Three studies have demonstrated that children with autism found nutritional supplementation (with vitamin methyl-B12, folinic acid, and trimethylglycine) is beneficial. The multi vitamin supplement increased the level of most vitamins, including vitamins B1, B3, B5, B6, biotin, folic acid and B12, while higher levels of vitamin B2 are needed in the supplement to affect blood levels. Similarly, double-blind, placebo-controlled study of high-dose vitamin C (110 mg/kg) found a reduction in autism severity. Different studies showed supplementing infants with Vitamin D might be a safe and more effective strategy for reducing the risk of autism.
Vitamin A: Children with autism have vitamin A deficiency than control along with vitamin D deficiency was also noted, and co-deficiency of vitamin A and D may exacerbate the symptoms of children with ASD. Similarly, serum retinol levels in children with ASD were significantly lower than in control children. Serum 5-HT levels in children with ASD were higher than in control children, which were correlated with symptom severity of children with autism. After vitamin A supplementation, the children with ASD exhibited significant improvement in autism symptoms. Serum retinol concentrations of children with ASD were significantly increased, and serum 5- HT levels were decreased.

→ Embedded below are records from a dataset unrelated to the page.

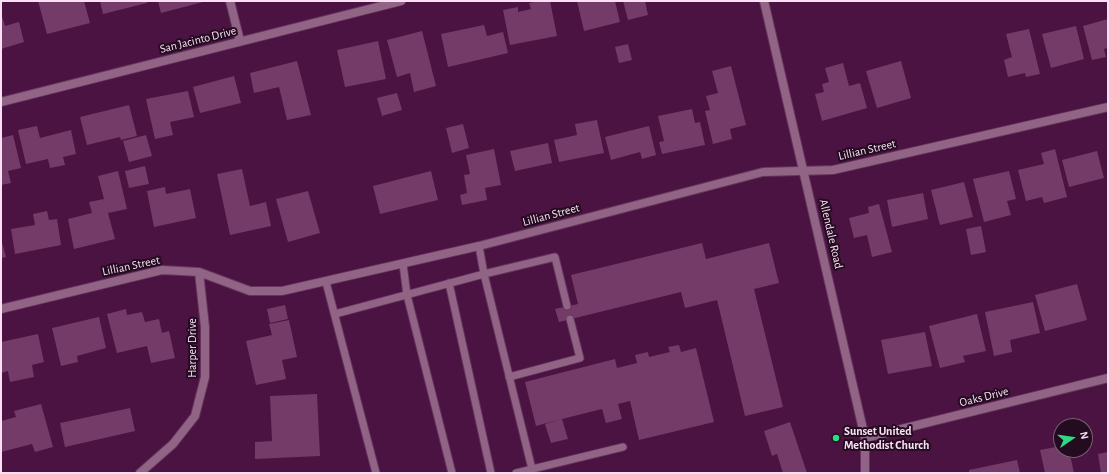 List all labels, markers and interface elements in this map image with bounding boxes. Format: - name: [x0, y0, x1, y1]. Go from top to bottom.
- street label: San Jacinto Drive: [158, 24, 238, 56]
- street label: Lillian Street: [837, 136, 897, 164]
- street label: Allendale Road: [816, 198, 846, 270]
- street label: Lillian Street: [521, 200, 581, 230]
- street label: Lillian Street: [101, 253, 161, 279]
- street label: Harper Drive: [185, 318, 199, 378]
- street label: Oaks Drive: [958, 384, 1010, 410]
- north arrow: [1053, 418, 1093, 458]
- place label: Sunset United Methodist Church: [844, 424, 929, 452]
- text: N: [1078, 430, 1090, 440]
- marker: Sunset United Methodist Church: [831, 433, 841, 443] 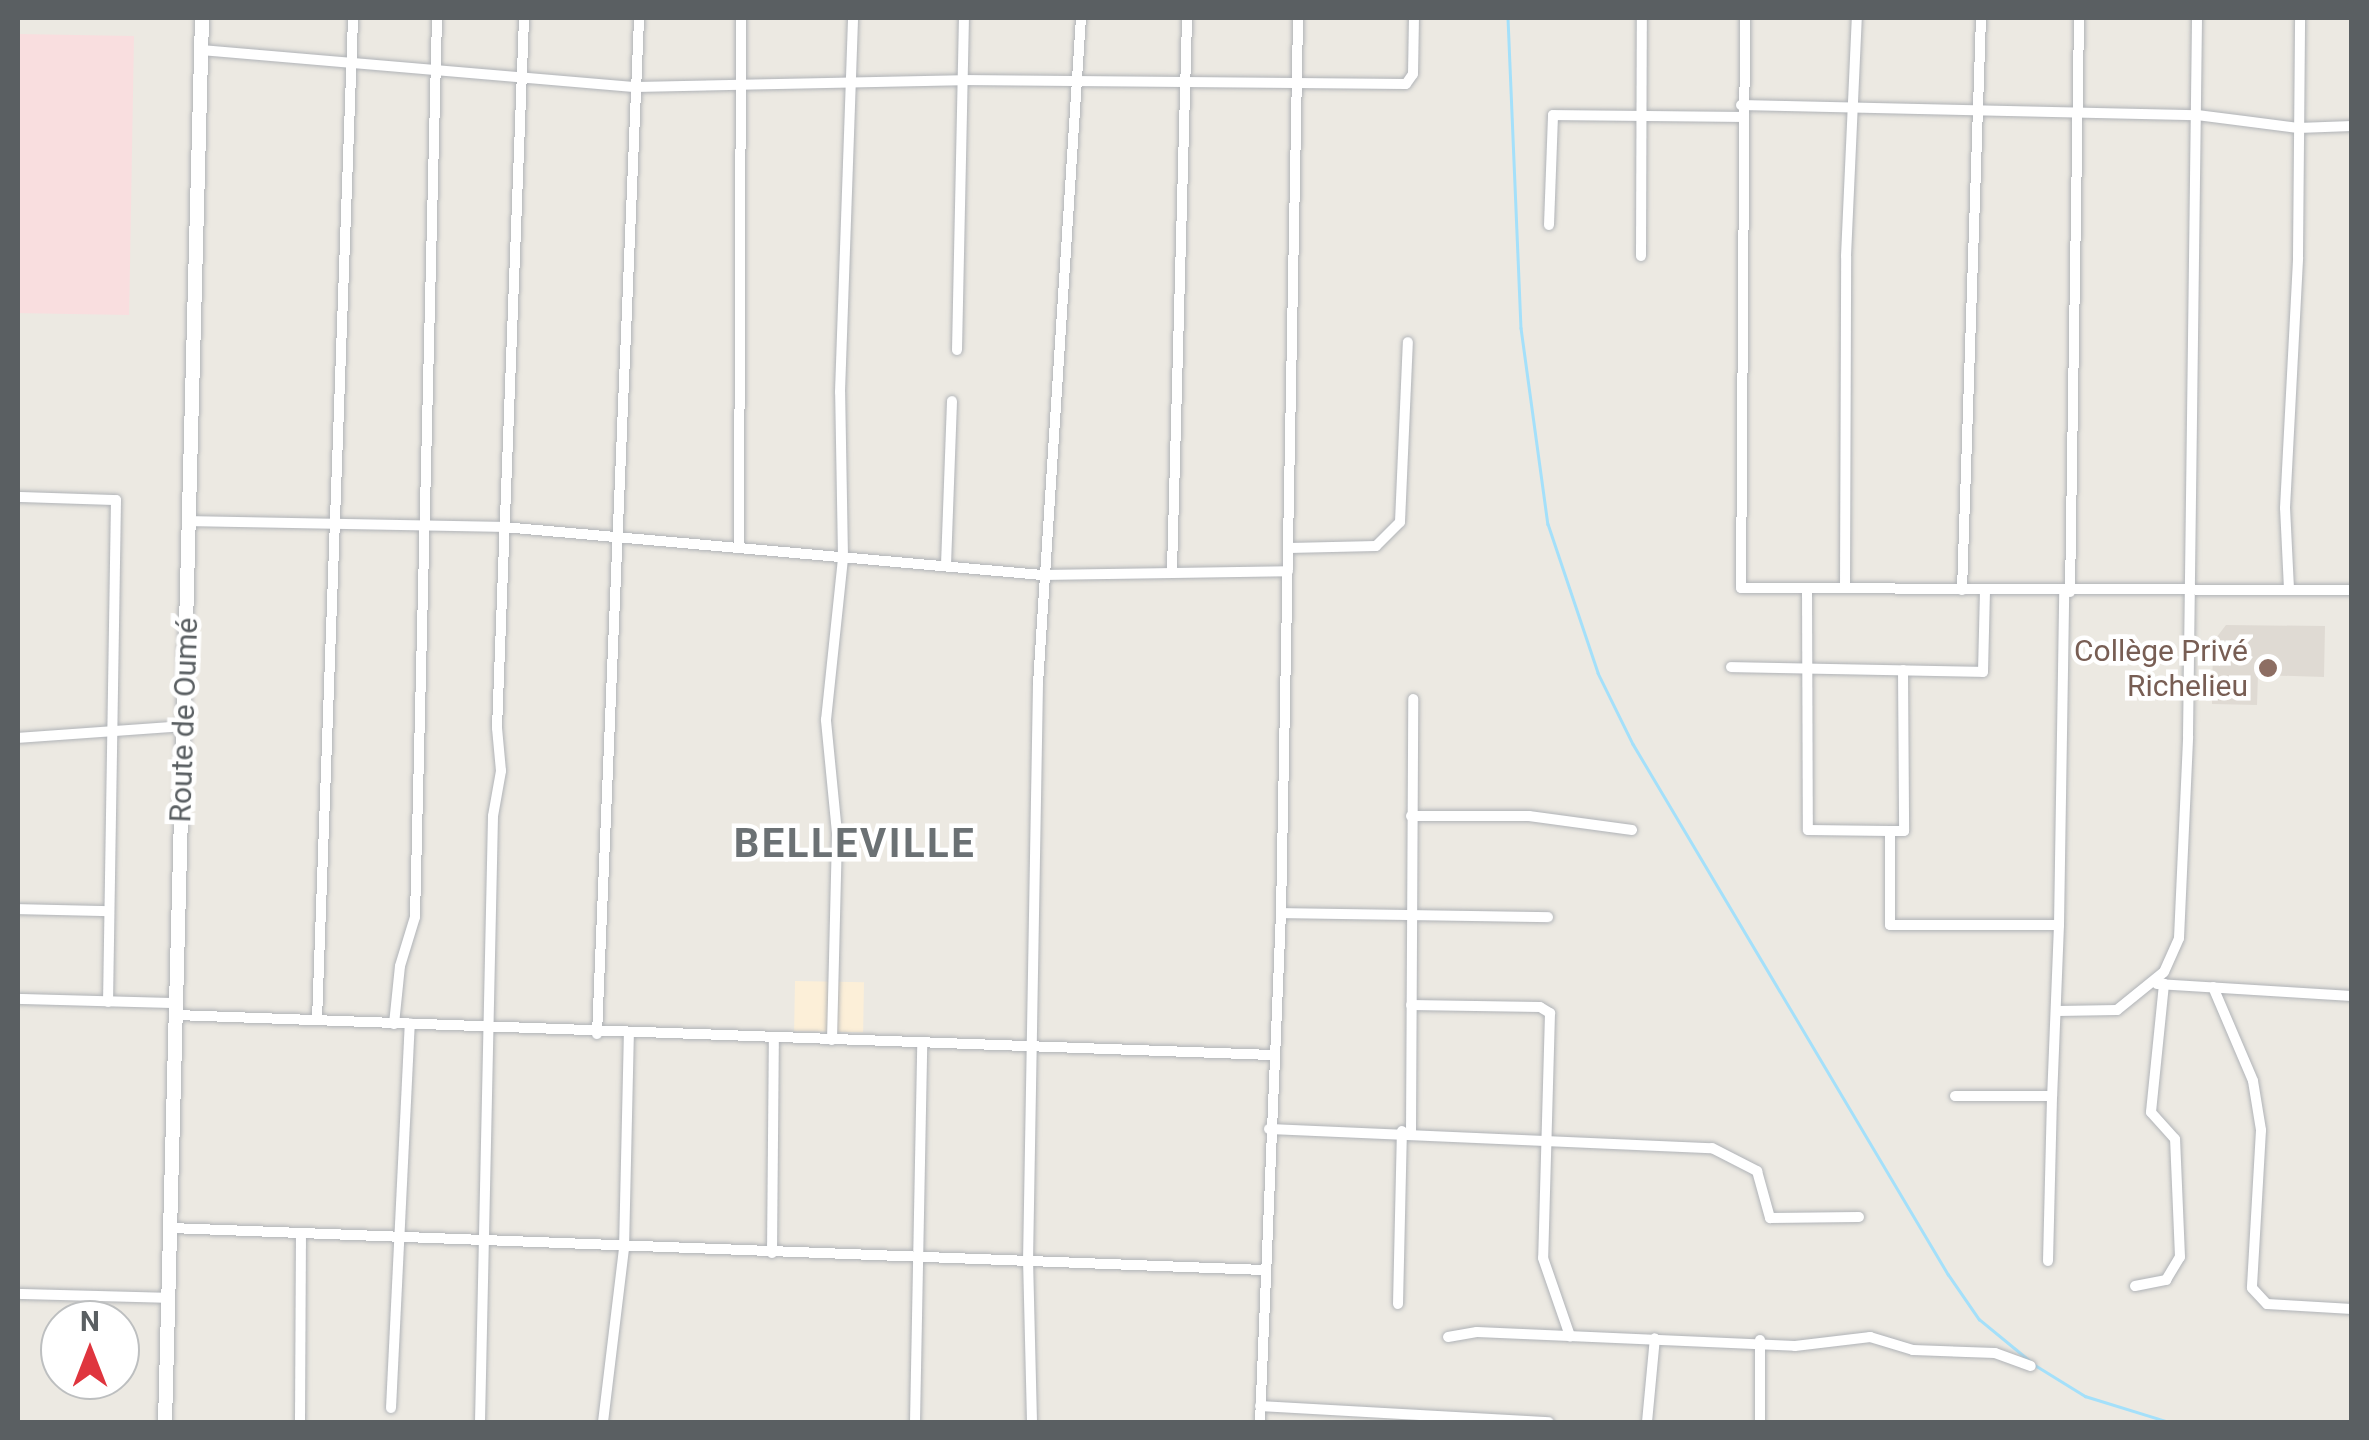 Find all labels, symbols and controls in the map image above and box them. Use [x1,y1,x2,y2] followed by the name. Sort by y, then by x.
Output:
[162,617,206,823] street label: Route de Oumé
[2074,633,2248,704] place label: Collège Privé Richelieu
[2257,657,2279,679] marker: Collège Privé Richelieu
[734,820,976,868] district label: BELLEVILLE
[40,1300,140,1400] north arrow
[80,1305,100,1338] text: N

Adams, Audhya reported that carotene levels improved, but were still somewhat low, so higher amounts are needed, and supplementation with carotenes and modest amounts of vitamin A did not significantly alter vitamin A levels; body only converting carotenes to vitamin A if vitamin A levels are low.
Bacteroidetes/Bacteroidales were the key taxa related to vitamin A, and it played a role in the changes in autism biomarkers. Interestingly, Liu, Liu found both CD38 and RORA mRNA levels significantly increased in ASD after the vitamin A injection, and the potential use of vitamin A treatment and the necessity of clinical trials using vitamin A in ASD were also illustrated by Megson in 2000. RA has been considered a transcriptional regulator that can shape synaptic plasticity in the brain, thereby accounting for learning and memory ability. Vitro study also demonstrated that RA can up regulate CD38 transcription levels; RA may regulate RORs (including RORA, RORB, RORR) through its retinoic acid receptors, which demonstrated the potential role of vitamin A in autism biomarker) Liu, Liu.
Vitamin B complex
Thiamine: Thiamine deficiency contributes to a number of conditions spanning from mild neurological and psychiatric symptoms (confusion, reduced memory, and sleep disturbances) to severe encephalopathy, ataxia, congestive heart failure, muscle atrophy, and even death. And the study showed beneficial effect of thiamine supplementation in Autism Spectrum Disorder (ASD) and other neurological conditions.
A relationship between thiamine status and the development of autism has been established, with thiamine supplementation exhibiting a beneficial clinical effect on children with autism. Thiamine may involve in autism via apoptotic factors (transcription factor p53, Bcl-2, and caspase-3), neurotransmitter systems (serotonin, acetylcholine, and glutamate), and oxidative stress (prostaglandins, cyclooxygenase-2, reactive oxygen species, nitric oxide synthase, the reduced form of nicotinamide adenine dinucleotide phosphate, and mitochondrial dysfunction).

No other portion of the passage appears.